Source material –

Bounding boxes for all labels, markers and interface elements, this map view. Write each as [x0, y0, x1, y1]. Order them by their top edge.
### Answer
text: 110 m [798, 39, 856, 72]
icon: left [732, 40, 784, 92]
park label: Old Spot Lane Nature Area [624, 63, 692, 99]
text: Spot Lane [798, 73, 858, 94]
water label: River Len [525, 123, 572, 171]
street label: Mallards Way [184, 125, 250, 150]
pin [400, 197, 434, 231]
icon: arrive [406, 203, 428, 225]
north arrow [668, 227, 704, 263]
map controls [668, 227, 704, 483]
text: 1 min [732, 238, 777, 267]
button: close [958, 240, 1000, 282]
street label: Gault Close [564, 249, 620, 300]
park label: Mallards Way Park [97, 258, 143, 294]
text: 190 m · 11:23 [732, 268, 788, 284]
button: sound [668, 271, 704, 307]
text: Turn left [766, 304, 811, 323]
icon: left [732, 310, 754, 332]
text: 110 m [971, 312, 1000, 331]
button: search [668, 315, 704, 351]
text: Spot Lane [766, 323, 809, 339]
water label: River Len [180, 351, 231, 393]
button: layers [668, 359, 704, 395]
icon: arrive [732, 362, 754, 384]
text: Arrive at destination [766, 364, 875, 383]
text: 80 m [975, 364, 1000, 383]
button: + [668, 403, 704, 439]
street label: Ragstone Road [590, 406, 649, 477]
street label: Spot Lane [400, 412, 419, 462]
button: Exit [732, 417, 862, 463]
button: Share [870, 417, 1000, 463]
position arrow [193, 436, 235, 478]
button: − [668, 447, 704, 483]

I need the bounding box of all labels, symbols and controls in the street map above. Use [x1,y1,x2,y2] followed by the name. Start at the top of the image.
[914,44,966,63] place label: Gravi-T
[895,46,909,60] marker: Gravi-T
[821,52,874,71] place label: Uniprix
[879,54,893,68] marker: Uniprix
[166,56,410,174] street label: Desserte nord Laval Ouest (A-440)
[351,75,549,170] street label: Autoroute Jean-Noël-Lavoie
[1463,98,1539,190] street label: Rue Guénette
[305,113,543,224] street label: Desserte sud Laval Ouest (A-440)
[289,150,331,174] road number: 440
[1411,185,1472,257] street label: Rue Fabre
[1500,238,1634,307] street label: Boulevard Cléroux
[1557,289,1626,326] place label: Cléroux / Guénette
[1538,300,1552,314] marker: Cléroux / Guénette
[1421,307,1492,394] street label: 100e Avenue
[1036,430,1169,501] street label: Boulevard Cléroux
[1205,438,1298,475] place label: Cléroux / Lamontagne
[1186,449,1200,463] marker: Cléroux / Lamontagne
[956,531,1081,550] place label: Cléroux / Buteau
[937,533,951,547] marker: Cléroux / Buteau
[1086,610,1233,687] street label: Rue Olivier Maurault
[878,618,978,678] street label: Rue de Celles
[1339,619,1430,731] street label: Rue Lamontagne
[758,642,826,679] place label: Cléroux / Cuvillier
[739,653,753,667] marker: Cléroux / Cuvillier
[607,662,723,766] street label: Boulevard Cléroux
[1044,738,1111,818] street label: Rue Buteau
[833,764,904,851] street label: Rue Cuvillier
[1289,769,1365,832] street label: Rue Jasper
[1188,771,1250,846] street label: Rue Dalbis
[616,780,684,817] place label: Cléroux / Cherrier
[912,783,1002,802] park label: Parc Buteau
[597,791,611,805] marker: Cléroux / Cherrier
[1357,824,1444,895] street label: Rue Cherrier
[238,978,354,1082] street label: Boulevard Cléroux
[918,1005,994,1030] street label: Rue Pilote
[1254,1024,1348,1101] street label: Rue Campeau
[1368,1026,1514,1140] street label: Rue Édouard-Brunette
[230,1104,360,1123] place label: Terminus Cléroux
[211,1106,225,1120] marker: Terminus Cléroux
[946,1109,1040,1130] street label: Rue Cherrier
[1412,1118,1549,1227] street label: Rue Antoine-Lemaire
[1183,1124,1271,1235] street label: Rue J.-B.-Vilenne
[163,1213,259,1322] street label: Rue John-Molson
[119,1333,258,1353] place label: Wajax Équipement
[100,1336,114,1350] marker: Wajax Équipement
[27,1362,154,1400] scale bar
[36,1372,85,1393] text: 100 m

What needs to be done –
A complete answer gives every line of the records holding "Lamontagne".

Your response –
[1205,438,1298,475] place label: Cléroux / Lamontagne
[1186,449,1200,463] marker: Cléroux / Lamontagne
[1339,619,1430,731] street label: Rue Lamontagne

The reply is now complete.